Instructions for the task: Restate word for word the line with "Instruction: Give me" and the rest of the listing after it, ending at the final line, and include nothing else.

The records:
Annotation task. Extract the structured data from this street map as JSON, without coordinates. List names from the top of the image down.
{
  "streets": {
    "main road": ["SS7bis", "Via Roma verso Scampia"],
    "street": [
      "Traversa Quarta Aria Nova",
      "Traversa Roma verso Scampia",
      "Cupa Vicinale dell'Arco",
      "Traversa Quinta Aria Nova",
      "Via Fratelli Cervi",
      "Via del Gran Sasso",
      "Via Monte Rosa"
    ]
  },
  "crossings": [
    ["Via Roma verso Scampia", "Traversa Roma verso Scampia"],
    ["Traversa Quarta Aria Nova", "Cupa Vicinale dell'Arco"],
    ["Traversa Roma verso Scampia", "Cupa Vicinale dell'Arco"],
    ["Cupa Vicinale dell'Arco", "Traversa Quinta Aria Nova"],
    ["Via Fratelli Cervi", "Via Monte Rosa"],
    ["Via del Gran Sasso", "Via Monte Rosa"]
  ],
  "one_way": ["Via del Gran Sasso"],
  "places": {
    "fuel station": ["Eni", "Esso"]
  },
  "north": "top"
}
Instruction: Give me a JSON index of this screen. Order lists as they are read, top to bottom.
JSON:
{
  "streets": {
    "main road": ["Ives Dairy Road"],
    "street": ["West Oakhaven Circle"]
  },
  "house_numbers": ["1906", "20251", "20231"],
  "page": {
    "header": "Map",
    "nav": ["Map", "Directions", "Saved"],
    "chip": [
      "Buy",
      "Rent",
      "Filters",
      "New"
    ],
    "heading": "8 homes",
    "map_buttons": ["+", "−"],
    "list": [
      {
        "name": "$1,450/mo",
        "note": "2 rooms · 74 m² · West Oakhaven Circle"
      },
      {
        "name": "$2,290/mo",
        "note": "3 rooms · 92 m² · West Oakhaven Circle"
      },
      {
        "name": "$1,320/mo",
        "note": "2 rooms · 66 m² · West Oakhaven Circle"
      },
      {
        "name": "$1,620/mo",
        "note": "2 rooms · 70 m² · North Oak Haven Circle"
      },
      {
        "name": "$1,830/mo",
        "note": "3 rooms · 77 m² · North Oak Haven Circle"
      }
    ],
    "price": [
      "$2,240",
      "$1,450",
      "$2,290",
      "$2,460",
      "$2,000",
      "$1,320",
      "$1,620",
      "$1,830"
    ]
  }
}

Reply to the task:
Instruction: Give me a JSON index of this screen. Order lists as they are read, top to bottom.
JSON:
{
  "streets": {
    "main road": ["Ives Dairy Road"],
    "street": ["West Oakhaven Circle"]
  },
  "house_numbers": ["1906", "20251", "20231"],
  "page": {
    "header": "Map",
    "nav": ["Map", "Directions", "Saved"],
    "chip": [
      "Buy",
      "Rent",
      "Filters",
      "New"
    ],
    "heading": "8 homes",
    "map_buttons": ["+", "−"],
    "list": [
      {
        "name": "$1,450/mo",
        "note": "2 rooms · 74 m² · West Oakhaven Circle"
      },
      {
        "name": "$2,290/mo",
        "note": "3 rooms · 92 m² · West Oakhaven Circle"
      },
      {
        "name": "$1,320/mo",
        "note": "2 rooms · 66 m² · West Oakhaven Circle"
      },
      {
        "name": "$1,620/mo",
        "note": "2 rooms · 70 m² · North Oak Haven Circle"
      },
      {
        "name": "$1,830/mo",
        "note": "3 rooms · 77 m² · North Oak Haven Circle"
      }
    ],
    "price": [
      "$2,240",
      "$1,450",
      "$2,290",
      "$2,460",
      "$2,000",
      "$1,320",
      "$1,620",
      "$1,830"
    ]
  }
}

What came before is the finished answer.